EDIT: actually, the third fact comes up in the above and is probably worth mentioning explicitly:
This gets to the precise definition of $\mathsf{At}(\cdot)$. The key is that elements of $\mathsf{At}(X)$ are recursively built up via taking finite joins and meets (and complements); if we take arbitrary joins and meets we wind up building the complete atomic Boolean algebra generated by $X$, $\mathsf{At_{comp}}(X)$, which is a different object.

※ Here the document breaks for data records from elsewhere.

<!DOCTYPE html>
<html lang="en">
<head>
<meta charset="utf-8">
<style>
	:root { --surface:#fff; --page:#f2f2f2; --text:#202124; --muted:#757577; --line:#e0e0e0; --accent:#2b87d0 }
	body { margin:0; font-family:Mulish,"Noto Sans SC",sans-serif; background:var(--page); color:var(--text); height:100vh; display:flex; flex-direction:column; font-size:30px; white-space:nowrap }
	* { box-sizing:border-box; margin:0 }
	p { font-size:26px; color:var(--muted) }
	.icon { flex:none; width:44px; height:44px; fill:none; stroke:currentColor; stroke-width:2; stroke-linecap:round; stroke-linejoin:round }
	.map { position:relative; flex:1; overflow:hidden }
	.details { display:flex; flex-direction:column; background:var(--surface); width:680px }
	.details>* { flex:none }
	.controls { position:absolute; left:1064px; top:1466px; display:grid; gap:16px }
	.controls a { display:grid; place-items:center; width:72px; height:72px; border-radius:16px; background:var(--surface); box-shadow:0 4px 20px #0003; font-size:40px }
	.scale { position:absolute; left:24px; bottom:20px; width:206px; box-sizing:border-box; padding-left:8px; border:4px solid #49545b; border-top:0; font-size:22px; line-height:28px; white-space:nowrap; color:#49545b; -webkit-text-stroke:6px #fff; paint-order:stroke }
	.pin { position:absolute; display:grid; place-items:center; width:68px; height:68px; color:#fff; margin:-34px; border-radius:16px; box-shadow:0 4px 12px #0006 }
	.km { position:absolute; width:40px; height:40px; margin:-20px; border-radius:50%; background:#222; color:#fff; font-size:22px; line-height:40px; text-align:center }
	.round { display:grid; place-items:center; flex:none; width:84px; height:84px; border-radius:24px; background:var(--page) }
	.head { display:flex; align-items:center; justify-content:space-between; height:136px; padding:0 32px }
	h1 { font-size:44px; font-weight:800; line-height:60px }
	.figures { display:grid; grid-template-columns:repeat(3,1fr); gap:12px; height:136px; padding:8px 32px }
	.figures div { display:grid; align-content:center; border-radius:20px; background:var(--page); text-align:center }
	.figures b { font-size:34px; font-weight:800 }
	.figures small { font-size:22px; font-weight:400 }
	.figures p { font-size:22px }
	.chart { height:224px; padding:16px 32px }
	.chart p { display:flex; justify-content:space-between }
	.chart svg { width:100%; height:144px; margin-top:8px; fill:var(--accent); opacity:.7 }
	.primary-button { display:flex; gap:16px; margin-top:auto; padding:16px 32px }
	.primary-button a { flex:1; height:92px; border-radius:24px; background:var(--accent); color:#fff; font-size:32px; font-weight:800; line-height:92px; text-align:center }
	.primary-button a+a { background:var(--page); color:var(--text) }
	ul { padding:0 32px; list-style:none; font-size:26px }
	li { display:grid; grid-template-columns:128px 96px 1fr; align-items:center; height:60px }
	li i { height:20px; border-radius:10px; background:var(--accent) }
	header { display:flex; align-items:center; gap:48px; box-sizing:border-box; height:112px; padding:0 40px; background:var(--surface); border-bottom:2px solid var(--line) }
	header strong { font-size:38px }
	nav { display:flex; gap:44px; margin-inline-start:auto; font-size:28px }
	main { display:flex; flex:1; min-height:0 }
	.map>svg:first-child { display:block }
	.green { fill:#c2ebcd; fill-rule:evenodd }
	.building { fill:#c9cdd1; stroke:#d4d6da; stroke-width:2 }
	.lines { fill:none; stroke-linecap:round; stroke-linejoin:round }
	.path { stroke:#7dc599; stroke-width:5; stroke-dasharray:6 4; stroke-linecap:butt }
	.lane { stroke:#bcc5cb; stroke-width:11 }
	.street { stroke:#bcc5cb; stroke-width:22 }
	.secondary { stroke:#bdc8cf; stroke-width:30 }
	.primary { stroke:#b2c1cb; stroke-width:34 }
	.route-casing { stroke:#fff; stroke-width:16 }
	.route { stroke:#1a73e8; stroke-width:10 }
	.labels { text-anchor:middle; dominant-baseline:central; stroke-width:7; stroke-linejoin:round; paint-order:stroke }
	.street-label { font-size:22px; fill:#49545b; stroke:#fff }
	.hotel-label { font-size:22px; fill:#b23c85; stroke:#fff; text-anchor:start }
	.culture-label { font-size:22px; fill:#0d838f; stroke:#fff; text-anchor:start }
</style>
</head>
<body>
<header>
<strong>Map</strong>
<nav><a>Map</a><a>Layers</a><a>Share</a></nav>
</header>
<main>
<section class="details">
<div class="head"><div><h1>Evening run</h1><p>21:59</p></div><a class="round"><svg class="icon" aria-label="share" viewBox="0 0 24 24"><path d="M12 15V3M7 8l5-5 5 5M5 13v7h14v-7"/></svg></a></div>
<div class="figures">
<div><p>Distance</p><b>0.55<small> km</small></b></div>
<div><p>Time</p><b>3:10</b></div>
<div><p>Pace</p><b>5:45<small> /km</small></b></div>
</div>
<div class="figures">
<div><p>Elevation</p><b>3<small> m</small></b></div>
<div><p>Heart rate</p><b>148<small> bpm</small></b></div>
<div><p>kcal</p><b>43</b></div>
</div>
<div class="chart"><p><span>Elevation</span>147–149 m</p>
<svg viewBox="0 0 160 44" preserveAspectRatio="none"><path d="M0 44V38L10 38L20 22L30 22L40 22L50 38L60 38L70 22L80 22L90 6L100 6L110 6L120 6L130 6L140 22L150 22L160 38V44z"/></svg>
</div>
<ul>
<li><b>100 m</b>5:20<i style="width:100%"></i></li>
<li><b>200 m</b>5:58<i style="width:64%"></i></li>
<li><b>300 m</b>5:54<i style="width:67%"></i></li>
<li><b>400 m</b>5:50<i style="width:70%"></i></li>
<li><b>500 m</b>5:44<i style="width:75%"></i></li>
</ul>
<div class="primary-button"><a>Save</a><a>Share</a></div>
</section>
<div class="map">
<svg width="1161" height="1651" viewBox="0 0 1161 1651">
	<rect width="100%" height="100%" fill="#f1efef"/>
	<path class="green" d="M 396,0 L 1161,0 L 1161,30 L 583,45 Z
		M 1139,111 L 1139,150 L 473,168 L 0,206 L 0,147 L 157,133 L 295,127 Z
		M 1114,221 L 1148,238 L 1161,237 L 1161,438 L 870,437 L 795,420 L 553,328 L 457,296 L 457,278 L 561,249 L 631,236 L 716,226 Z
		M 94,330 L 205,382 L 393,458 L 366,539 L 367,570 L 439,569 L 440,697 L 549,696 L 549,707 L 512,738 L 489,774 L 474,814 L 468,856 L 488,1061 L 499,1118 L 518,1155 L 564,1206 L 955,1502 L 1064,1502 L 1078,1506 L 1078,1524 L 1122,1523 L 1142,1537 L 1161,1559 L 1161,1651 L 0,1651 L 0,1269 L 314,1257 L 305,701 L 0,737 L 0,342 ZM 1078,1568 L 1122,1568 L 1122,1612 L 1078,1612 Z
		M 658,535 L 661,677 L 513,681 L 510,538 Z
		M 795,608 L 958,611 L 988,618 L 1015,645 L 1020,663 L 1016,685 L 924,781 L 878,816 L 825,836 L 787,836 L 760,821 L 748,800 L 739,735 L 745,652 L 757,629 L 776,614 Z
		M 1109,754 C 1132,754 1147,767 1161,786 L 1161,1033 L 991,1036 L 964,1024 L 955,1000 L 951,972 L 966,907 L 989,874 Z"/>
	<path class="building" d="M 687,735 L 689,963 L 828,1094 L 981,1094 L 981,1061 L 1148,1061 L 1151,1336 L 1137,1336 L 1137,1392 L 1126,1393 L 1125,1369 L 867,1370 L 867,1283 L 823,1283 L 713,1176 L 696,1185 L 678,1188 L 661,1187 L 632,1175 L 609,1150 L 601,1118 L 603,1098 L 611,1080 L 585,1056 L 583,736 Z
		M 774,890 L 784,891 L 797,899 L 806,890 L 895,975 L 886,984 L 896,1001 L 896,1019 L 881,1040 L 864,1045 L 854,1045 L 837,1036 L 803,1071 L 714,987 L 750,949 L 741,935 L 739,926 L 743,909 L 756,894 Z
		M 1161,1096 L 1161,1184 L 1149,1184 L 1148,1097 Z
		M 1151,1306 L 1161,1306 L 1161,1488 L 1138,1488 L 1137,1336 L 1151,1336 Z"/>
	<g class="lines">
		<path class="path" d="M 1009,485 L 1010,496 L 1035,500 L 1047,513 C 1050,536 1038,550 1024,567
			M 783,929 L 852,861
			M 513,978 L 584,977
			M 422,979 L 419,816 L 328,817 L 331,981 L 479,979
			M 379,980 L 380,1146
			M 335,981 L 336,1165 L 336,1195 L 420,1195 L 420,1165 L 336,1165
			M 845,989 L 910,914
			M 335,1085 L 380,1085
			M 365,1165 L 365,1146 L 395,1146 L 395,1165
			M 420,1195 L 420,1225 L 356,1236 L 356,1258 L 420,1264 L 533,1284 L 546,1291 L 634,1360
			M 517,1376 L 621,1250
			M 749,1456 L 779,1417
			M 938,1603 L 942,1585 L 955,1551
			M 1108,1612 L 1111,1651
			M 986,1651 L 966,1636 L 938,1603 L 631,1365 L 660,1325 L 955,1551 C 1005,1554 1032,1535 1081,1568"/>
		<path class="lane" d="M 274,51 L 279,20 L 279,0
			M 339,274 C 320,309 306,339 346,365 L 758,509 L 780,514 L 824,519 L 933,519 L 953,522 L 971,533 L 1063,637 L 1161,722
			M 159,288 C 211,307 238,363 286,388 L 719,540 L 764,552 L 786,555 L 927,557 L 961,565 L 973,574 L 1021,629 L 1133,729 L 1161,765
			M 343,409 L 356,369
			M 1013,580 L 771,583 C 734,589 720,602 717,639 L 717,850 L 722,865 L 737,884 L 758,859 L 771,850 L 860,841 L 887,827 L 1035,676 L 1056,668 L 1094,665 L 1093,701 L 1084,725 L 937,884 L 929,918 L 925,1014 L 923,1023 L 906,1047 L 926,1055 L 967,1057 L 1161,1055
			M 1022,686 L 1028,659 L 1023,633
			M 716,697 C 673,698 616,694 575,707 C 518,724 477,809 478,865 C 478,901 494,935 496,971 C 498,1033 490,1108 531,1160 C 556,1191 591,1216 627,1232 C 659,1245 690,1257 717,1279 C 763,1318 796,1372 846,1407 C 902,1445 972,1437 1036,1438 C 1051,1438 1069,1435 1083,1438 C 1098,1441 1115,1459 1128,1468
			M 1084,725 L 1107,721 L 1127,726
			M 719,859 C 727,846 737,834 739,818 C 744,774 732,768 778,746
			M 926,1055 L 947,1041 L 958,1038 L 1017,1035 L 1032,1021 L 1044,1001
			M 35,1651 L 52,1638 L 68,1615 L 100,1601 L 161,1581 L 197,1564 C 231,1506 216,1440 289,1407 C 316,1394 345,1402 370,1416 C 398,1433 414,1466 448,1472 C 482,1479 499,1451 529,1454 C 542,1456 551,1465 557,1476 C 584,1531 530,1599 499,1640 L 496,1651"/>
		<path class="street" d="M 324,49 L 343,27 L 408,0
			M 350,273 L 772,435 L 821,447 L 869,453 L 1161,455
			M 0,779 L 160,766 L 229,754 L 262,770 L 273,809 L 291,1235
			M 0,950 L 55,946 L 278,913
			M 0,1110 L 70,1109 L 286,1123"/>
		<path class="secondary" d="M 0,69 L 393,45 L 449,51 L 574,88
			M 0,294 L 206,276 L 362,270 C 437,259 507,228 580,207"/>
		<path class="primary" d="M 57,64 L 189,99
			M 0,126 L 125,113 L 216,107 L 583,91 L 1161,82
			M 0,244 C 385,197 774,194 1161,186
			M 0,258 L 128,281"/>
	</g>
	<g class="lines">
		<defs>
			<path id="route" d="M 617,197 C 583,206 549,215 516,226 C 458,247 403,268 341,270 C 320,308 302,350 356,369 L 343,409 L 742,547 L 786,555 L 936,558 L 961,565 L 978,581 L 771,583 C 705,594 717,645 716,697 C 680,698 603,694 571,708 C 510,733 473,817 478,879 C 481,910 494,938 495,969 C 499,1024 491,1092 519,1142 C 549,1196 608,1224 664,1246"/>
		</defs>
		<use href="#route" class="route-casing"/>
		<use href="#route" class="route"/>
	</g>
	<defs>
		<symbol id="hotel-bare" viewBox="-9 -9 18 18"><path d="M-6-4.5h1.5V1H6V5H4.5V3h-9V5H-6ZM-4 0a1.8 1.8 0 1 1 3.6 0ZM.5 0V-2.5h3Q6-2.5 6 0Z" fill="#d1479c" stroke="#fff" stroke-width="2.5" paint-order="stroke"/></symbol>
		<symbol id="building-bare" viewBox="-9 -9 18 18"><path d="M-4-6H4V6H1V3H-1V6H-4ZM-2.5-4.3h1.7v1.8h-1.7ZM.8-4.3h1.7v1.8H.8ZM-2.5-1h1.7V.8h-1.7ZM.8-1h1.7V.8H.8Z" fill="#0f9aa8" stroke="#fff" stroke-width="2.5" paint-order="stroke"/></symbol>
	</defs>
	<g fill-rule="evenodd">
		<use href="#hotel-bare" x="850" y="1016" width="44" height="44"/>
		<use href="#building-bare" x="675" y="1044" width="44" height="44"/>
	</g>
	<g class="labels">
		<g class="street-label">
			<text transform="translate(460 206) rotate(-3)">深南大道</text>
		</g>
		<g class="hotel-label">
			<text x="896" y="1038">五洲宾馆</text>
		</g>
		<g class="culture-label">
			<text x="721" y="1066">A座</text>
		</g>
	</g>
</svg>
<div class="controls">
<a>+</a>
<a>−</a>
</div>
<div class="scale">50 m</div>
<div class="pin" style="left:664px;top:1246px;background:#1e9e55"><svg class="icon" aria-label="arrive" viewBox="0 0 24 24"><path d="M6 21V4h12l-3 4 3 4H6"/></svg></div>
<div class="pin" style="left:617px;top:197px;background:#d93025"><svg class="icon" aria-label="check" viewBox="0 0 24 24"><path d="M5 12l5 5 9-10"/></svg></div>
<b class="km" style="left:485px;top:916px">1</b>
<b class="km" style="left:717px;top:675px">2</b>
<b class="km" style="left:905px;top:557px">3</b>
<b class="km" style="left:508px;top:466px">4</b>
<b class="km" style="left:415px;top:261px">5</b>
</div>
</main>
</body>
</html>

Now as it happens we still have $\mathsf{At_{comp}}(S)\preccurlyeq\mathsf{At_{comp}}(S')$ when $S\subseteq S'$ and $S$ is infinite, since in fact $\mathsf{At}(X)\preccurlyeq\mathsf{At_{comp}}(X)$ holds for all $X$, but this takes a different argument than the above (which crucially uses local finiteness).
In fact, at this point it's probably worth being explicit. There are a few different concrete constructions which can be used here; I think the following are the simplest:
$\mathsf{At_{comp}}(X)$ is the powerset Boolean algebra on $X$; elements of $\mathsf{At_{comp}}(X)$ are subsets of $X$, and the join/meet/complement operations are just union/intersection/complement.
$\mathsf{At}(X)$ is the subalgebra of $\mathsf{At_{comp}}(X)$ consisting of all sets which are either finite or cofinite. For each $a\in\mathsf{At}(X)$ we can pick out a finite piece of $X$ as being "important" for $a$, namely $a$ itself if $a$ is finite and $X\setminus a$ if $a$ is infinite.